Last night on MSNBC, Rachel Maddow and I discussed John McCain’s new rhetoric claiming he supports better financial regulation.

But instead of focusing only on McCain’s words, we tried to follow in the spirit of the Institute for America’s Future’s call for a substantive debate by examining the Arizona senator’s career as a public official – one who’s formative regulatory experience was being a member of the Keating Five pressing federal financial regulators to stop doing their job in advance of the S&L crisis (ie. the most analogous crisis to today’s Wall Street meltdown).
You can watch the conversation here:

McCain, as the S&L scandal first suggested, is no run-of-the-mill free-market fundamentalist. Yes, he voted for the ill-advised repeal of the key Depression-era law that might have prevented the rampant consolidation and speculation that brought on today’s emergency.

But, then again, Bill Clinton and his DLC Democrats supported it too. Yes, McCain’s top economic adviser is Phil Gramm, the UBS investment banker who pushed through so much deregulatory legislation as a senator. But then again, Barack Obama’s top economic adviser is Robert Wolf, Gramm’s UBS boss.

Where McCain really leaps to the fringe and differentiates his extremism from others is in his use of the deregulatory label to publicly define himself. That’s how you can really tell what a politician believes in.

This is not a guy who just votes for the corrupt legislation his Wall Street friends tell him to vote for – this is a guy who has staked his name on being “fundamentally a deregulator,” as he recently described himself.

On 11/19/93, McCain took to the Senate floor to support an early financial deregulation bill and decry what he called “the tremendous regulatory burden imposed on financial institutions.” The guy who now claims to be the trustbusting Teddy Roosevelt back then lamented “the rapidly increasing regulatory burden imposed on banks is to cause them to devote substantial time, energy and money to compliance rather than meeting the credit needs of the community.”

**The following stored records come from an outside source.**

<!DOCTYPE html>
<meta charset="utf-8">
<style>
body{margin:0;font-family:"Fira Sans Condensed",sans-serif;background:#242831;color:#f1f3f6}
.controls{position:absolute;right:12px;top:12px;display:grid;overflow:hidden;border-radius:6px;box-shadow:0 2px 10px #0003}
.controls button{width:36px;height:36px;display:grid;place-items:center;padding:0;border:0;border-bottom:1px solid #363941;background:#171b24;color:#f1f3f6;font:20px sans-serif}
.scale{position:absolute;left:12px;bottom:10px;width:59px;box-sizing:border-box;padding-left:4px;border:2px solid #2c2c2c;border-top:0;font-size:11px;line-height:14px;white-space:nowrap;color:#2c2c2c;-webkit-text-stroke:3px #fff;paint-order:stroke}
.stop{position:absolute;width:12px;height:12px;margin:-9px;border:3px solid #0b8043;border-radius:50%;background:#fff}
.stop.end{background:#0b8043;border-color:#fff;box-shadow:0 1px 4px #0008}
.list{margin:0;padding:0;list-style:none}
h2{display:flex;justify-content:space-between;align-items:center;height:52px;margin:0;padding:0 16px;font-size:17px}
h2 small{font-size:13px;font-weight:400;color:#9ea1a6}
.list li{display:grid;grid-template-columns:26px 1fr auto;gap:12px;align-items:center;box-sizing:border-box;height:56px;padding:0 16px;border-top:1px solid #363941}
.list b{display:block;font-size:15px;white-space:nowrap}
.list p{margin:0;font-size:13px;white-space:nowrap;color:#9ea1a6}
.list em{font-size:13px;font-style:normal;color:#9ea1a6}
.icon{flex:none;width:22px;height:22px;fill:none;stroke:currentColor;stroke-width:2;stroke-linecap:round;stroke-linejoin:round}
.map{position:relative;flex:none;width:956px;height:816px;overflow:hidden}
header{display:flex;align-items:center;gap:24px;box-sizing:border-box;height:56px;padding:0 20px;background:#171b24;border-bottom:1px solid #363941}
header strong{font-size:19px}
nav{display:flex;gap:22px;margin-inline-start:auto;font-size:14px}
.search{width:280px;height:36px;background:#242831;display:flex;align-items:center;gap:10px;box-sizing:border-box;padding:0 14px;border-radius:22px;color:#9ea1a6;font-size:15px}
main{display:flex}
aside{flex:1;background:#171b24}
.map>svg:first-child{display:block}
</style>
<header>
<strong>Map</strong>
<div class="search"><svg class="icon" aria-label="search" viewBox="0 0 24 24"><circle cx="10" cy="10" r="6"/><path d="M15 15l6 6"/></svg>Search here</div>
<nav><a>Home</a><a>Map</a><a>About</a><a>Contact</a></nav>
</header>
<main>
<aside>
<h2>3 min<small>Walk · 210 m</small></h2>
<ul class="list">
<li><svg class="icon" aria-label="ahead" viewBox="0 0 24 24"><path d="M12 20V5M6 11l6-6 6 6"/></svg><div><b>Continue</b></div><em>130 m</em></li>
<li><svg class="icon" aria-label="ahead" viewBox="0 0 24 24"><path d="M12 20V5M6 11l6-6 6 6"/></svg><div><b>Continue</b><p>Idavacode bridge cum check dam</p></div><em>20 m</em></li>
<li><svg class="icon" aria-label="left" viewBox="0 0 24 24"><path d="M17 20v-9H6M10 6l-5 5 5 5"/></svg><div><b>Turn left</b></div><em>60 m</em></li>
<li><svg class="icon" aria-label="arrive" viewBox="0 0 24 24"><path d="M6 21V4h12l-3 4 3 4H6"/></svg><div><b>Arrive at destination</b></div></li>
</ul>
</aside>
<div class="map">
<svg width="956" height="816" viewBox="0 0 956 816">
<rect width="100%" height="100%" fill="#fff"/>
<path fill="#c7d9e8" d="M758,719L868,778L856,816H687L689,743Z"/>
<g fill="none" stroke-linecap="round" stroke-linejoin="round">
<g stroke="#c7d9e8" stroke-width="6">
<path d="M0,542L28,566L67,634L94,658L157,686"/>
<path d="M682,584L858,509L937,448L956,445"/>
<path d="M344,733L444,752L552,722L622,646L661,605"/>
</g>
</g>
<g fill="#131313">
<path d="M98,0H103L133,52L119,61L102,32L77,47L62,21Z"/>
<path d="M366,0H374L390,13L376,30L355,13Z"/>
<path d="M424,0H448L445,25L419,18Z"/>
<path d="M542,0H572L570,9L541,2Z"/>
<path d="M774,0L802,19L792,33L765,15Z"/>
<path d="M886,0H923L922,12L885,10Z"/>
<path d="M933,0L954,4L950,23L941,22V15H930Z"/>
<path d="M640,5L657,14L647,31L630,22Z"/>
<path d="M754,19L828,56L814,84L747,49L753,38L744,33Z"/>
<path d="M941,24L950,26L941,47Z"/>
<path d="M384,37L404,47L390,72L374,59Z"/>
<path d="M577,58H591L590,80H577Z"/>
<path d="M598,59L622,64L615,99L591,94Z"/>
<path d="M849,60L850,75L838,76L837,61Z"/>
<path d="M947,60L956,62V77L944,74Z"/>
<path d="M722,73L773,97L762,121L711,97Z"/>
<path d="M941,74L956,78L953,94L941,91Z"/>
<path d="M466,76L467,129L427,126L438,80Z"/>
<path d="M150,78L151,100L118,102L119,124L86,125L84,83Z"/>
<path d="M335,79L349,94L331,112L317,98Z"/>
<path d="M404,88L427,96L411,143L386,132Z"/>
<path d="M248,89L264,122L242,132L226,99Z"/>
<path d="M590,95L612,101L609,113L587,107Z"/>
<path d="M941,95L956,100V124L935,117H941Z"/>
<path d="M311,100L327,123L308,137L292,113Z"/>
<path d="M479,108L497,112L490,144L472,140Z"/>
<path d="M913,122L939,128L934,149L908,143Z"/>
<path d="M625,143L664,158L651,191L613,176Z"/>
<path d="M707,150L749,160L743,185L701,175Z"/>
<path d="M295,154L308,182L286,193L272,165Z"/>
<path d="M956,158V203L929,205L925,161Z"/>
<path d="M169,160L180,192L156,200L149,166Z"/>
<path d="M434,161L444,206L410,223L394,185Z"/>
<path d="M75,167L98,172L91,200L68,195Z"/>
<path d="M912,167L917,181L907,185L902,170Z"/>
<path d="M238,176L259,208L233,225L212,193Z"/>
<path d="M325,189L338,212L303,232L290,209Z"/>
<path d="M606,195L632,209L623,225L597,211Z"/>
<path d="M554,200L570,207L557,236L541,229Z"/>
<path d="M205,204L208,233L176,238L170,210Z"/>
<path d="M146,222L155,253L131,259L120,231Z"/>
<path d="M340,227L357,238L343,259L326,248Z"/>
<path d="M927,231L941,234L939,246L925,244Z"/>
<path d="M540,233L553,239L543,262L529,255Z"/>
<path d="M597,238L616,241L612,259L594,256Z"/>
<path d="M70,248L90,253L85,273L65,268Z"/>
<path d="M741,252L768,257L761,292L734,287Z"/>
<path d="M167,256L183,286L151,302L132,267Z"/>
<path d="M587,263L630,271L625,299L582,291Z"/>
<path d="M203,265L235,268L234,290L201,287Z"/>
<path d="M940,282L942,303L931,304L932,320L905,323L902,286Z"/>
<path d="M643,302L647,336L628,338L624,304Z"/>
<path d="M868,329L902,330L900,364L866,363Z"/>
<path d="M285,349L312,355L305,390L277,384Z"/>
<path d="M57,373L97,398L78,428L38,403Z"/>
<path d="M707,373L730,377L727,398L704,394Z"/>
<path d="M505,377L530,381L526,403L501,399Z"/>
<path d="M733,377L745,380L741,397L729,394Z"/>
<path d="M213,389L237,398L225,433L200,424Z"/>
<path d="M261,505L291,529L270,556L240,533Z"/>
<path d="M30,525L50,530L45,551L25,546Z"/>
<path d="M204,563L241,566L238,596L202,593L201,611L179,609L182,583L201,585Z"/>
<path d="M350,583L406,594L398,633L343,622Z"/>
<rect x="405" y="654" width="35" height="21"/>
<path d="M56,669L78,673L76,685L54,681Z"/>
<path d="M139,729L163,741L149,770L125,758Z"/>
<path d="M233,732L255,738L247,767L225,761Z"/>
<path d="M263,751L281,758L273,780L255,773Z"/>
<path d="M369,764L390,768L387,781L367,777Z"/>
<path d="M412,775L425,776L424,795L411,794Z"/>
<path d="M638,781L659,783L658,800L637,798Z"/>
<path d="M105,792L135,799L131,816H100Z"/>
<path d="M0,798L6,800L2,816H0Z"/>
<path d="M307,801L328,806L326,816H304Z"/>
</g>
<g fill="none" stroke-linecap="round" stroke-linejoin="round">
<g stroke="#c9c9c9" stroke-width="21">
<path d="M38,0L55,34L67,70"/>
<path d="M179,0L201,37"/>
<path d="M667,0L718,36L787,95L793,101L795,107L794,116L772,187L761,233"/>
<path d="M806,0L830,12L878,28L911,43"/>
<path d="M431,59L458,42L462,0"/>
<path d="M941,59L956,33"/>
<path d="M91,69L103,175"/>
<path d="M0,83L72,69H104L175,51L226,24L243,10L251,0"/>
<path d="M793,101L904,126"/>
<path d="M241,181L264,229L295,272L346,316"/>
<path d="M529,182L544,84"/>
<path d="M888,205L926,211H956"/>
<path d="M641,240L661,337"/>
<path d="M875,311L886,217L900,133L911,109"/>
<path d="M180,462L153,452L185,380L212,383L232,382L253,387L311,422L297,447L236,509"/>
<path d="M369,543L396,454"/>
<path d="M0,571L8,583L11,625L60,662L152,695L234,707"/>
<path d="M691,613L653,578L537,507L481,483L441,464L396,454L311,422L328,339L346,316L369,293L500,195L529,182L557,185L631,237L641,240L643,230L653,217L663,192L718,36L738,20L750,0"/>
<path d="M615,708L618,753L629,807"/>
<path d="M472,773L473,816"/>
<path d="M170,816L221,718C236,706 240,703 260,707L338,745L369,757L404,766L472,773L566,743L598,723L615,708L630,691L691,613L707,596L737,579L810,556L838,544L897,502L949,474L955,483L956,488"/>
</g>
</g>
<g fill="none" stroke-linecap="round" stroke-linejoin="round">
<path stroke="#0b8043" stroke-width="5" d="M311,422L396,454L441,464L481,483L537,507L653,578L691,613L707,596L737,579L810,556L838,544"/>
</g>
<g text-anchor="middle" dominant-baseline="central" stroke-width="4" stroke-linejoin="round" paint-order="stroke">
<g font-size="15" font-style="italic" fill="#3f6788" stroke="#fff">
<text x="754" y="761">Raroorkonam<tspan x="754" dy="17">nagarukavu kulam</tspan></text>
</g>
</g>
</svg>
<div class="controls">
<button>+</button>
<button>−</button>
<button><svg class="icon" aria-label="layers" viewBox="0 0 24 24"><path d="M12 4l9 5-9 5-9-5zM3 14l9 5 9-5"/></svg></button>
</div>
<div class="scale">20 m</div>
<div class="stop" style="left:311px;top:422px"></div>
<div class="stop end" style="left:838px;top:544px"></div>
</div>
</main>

Ten years later, McCain was bragging to the Associated Press that “I have a long voting record in support of deregulation,” and to CNN that “I am a deregulator. I believe in deregulation.”
And, during this year’s presidential campaign taking place in the shadow of financial meltdown, McCain was only months ago insisting on PBS that “we need less government [and] less regulation” and that “I’m always for less regulation.”
Of course, there’s plenty of good news for both Democratic partisans and ideological progressives about McCain’s about-face.

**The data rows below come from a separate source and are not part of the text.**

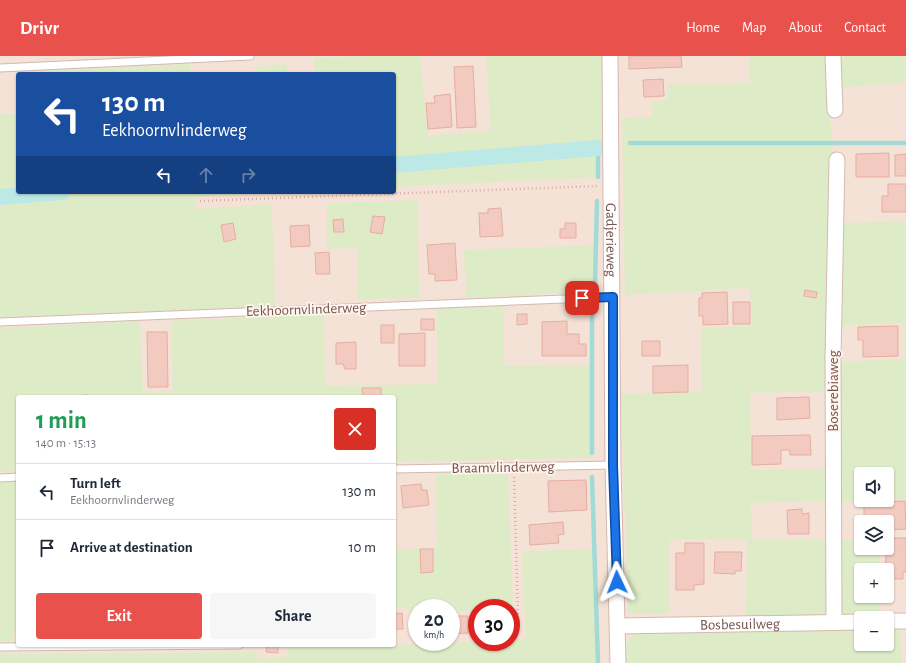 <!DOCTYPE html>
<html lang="en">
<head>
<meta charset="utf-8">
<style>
	body { margin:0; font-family:"Alegreya Sans",sans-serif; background:#f6f6f7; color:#1f2937; height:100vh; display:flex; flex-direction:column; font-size:15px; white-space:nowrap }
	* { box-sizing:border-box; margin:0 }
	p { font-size:13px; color:#747a83 }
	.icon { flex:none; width:22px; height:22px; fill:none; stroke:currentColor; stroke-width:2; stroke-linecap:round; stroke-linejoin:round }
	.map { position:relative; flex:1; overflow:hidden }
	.side { position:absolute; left:16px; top:339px; width:380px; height:252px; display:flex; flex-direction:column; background:#fff; border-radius:4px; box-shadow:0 1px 3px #0004 }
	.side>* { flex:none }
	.hud { position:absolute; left:16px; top:16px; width:380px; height:122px; border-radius:4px; box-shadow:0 1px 3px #0004; background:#1a4fa0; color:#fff; overflow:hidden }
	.tools { position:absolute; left:854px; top:411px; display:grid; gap:8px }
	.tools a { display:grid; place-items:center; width:40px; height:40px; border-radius:4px; background:#fff; box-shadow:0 1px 3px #0004; font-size:20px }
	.speed { position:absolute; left:408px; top:543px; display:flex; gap:8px; font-size:20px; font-weight:700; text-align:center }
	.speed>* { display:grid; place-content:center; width:52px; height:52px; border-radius:50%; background:#fff; box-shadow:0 1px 3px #0004; line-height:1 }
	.speed small { font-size:10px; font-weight:400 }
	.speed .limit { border:6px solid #d22; background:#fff; color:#111 }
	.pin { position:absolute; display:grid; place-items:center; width:34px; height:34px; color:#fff; margin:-17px; border-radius:8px; box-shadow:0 2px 6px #0006 }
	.me { position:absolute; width:44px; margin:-22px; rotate:358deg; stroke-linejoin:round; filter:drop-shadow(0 0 3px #0008) }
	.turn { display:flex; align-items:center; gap:14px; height:84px; padding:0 20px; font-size:18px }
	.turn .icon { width:52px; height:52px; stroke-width:2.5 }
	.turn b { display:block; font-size:28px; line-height:34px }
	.lanes { display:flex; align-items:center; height:38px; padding:0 20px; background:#0003; justify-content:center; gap:20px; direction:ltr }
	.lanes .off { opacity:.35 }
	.round { display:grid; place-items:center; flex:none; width:42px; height:42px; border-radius:4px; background:#f6f6f7 }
	.head { display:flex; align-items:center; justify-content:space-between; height:68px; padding:0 20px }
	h1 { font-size:24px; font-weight:600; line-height:30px; color:#1e9e55 }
	.button { display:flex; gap:8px; margin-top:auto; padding:8px 20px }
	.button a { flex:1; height:46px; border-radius:4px; background:#e9514c; color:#fff; font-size:16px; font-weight:600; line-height:46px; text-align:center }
	.button a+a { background:#f6f6f7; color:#1f2937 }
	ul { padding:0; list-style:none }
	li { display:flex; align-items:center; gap:12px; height:56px; padding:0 20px; border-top:1px solid #e0e1e3 }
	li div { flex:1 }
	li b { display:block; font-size:15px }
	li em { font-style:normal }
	header { display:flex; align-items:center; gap:24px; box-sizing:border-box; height:56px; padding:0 20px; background:#e9514c; color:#fff }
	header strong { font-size:19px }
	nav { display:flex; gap:22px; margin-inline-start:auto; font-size:14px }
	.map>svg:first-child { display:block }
	.residential { fill:#f5e2d7; fill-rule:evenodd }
	.green { fill:#ddecc6 }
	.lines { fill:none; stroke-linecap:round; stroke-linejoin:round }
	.stream { stroke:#a2dad8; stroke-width:4.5 }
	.canal { stroke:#bce8e6; stroke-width:16 }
	.building { fill:#f3cac0; stroke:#e6ada0 }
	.lane-casing { stroke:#d3b9b0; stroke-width:9 }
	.street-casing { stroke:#d3b9b0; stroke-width:17 }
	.path { stroke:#d9ada2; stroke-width:2.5; stroke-dasharray:1 3; stroke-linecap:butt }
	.lane { stroke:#fff; stroke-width:7 }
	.street { stroke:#fff; stroke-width:15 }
	.route-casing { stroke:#114b97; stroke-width:10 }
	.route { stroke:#1a73e8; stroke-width:7 }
	.labels { text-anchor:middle; stroke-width:3.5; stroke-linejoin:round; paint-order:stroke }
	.street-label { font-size:15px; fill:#79534b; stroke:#fff6f0 }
</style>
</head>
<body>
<header>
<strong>Drivr</strong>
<nav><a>Home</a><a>Map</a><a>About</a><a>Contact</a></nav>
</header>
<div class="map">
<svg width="906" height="607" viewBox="0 0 906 607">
	<rect width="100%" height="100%" fill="#fdf1e9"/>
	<path class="residential" d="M0,0H906V607H0ZM18,18H394V136H18ZM18,341H394V589H18ZM861,418H887V444H861ZM861,466H887V492H861ZM861,514H887V540H861ZM417,552H451V586H417ZM477,552H511V586H477ZM861,562H887V588H861Z"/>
	<path class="green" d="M371,0H420L428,79L491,75L486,0H601L603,91L598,92V121L394,131V18H315L314,2Z
		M749,0H828L832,87L829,335L750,337L751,414L830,413V445L751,447L752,484L828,483L827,554L820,559L746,560L747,484L669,483V558H628L621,338L702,336L701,272L752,270L750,232L625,239L622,62L652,61V45L668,44L667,28L750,27Z
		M837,0H906V26L838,32Z
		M190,8L191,18H18V136H287L195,141L196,153L272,148L275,250L0,262V58H16V16Z
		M287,8V18H255V11Z
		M417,144L419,242L357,243V192L327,193V147Z
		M906,165V443L887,444V418H861V444H885L840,446L839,306L904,303L903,267L839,270L841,167Z
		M596,189L594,235L466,242L464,194Z
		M504,250V310L592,309V402L394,406V341H18V415H0V272L140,265L143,335H173L171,265L324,258L325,330L438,328L436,252Z
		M508,417L513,553L477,552V555L451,556V552H417V557L409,558L408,551L394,552V494L437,491L436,418Z
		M18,424V575H13L14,585H0V425Z
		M840,484H861V492H878L879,514H861V540H879V558L843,559L839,554Z
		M595,493L598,607H0V598L256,596L260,603L288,600L287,589H354L355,591L477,586H511V584L526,583L522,495Z
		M861,573V588H887V573H900L902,607H624C624,595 625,584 636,577Z"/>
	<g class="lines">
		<path class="stream" d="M630,87H906
			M598,121V92
			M595,228L597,145
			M592,257V397
			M592,421L598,607"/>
		<path class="canal" d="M394,109L598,92
			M0,141L62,136"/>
	</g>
	<path class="building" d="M629,0H681L682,11L629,13Z
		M473,10L476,71L457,72L454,11Z
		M663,23L664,40L644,41L643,24Z
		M450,38L452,71L428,73L426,47H435L434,40Z
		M889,97V121H856V98Z
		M906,98V120H895V99Z
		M888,128H906V156H882V140H888Z
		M501,152L503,180L480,181L479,157H488V153Z
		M373,160L385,161L382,178L370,176Z
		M343,163L344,176H334L333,164Z
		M233,167L236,183L224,186L221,169Z
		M565,167H576V182H560V173H565Z
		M309,169L310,190L291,191L290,170Z
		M455,187L457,224L435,225V218H429L427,189Z
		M329,196L330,218H316L315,197Z
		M805,234L817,236L816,242L804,240Z
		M727,236L728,268L703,269V260H699V242H702V237Z
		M733,246H750V268H733Z
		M517,258H527V268L517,269Z
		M421,263H434V274H421Z
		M567,265V278H579V288H586V300H542V266Z
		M381,269H394V287H381Z
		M898,270V300L863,301V284H858V271Z
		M147,276H167L168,331H148Z
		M425,277V310H399V278Z
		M642,285H660V300H642Z
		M356,286V313H345L343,308H336V287Z
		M688,309V336L653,337V310Z
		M362,332H381V341H363Z
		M88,339L89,341H71V340Z
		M809,341L810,362L777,364V342Z
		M810,379L811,399H790V394H781V408L752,409V380Z
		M586,424L587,454L549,456L548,425Z
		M421,428L422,434H427L429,449L403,452L401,430Z
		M905,445L906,473L887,474V466H869V463L864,464V447Z
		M802,453V458L809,457V478H788L787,454Z
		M563,466L564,478L558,479L559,487L530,489L529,469Z
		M887,482H906V516H903V523H889V517L885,514Z
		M685,487H704V528L694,529V534H676V497H685Z
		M420,493H433V516L421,517Z
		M715,496H742L741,515H735V518L714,517Z
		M402,557L403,573H394V558Z
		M451,560H468V577L451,578Z
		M267,589H278V597L266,596Z"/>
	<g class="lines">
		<defs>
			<path id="lane" d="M0,12L250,0
				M0,266L613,241
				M394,413L613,409
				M0,422L18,421
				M0,591L239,589"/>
			<g id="street">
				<path id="s1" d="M610,0L613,409L618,607"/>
				<path d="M833,0L835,54"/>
				<path d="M887,565H906"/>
				<path d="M834,566L833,302L837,104"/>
				<path id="s2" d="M618,570L861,566"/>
			</g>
		</defs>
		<use href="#lane" class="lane-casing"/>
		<use href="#street" class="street-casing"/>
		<path class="path" d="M200,145L597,130
			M514,421L518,559"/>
		<use href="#lane" class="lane"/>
		<use href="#street" class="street"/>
	</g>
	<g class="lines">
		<defs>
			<path id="route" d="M582,242L613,241V409L617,526"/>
		</defs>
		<use href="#route" class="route-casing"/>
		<use href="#route" class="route"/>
	</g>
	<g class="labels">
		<g class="street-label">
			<text dy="5" stroke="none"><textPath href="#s1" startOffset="184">Gadjerieweg</textPath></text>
			<text transform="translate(306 253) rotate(-2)" y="5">Eekhoornvlinderweg</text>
			<text transform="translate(833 335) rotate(-90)" y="5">Boserebiaweg</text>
			<text transform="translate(503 411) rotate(-1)" y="5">Braamvlinderweg</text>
			<text dy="5" stroke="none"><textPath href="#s2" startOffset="122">Bosbesuilweg</textPath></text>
		</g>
	</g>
</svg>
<div class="tools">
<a><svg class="icon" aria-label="sound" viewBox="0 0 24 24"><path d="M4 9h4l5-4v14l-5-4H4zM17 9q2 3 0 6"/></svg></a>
<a><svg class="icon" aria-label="layers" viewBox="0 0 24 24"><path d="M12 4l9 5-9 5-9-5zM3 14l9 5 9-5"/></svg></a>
<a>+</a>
<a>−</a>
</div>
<div class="speed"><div>20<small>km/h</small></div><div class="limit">30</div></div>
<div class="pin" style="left:582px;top:242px;background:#d93025"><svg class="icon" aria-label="arrive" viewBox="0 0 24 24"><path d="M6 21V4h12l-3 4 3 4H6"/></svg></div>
<svg class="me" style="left:617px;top:526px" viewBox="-20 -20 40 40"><path d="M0-17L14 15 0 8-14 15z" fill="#1a73e8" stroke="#fff" stroke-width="4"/></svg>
<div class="hud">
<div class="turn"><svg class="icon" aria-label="left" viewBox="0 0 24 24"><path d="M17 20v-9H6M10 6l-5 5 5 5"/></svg><div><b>130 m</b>Eekhoornvlinderweg</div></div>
<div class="lanes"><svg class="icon" aria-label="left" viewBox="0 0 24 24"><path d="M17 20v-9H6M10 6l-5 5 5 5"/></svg><svg class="icon off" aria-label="ahead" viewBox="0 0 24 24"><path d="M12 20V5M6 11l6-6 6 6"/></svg><svg class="icon off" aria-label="right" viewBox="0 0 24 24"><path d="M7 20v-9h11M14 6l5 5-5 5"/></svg></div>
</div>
<section class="side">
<div class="head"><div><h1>1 min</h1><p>140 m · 15:13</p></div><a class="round" style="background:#d93025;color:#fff"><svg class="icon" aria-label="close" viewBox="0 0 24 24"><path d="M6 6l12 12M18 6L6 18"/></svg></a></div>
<ul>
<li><svg class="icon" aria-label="left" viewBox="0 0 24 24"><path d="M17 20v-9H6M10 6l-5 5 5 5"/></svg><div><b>Turn left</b><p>Eekhoornvlinderweg</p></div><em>130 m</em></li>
<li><svg class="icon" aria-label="arrive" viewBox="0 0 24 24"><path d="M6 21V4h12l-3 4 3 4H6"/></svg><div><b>Arrive at destination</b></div><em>10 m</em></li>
</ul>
<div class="button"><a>Exit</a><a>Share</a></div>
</section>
</div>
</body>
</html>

For partisans concerned only about Obama winning the election, McCain’s 180 on regulation opens up an obvious chance for Democrats to label him a against-it-before-I-was-for-it, say-anything-to-get-elected hypocrite – and Obama is (finally) moving to seize that opportunity.

For ideological progressives long fighting the good fight to resurrect the common-good regulatory agenda of the New Deal, McCain’s shift reflects a broader shift in the public debate. Suddenly, regulation isn’t a four-letter word anymore. Suddenly, even John “I’m always for less regulation” McCain is for regulation. That rhetorical shift could help create an election mandate forcing whoever wins the presidential contest to actually move away from Reagan-style extremism for the first time since, well, Reagan.

But as I told Maddow (and as I will examine further in my upcoming newspaper column on Friday), we have to all follow the money and the actions. Both Obama and McCain have taken huge sums of cash from the industries that caused this crisis. Both Obama and McCain continue to rely on Wall Streeters who engineered the meltdown as their top economic advisers (though only McCain employs lobbyists intimately involved in the crisis). That kind of influence doesn’t just slink away with a boom-bust crisis – it fights hard to make sure nothing concrete comes out of the situation (think the weak Sarbanes-Oxley after Enron).

Whether we get the kind of populist reforms will be decided by how much grassroots pressure is put on either of these potential presidents when they reach the Oval Office. The talk right now from both candidates may be good – and Obama is smart to point out McCain’s absurdly dishonest rhetoric. But talk is cheap when it comes time to write legislation.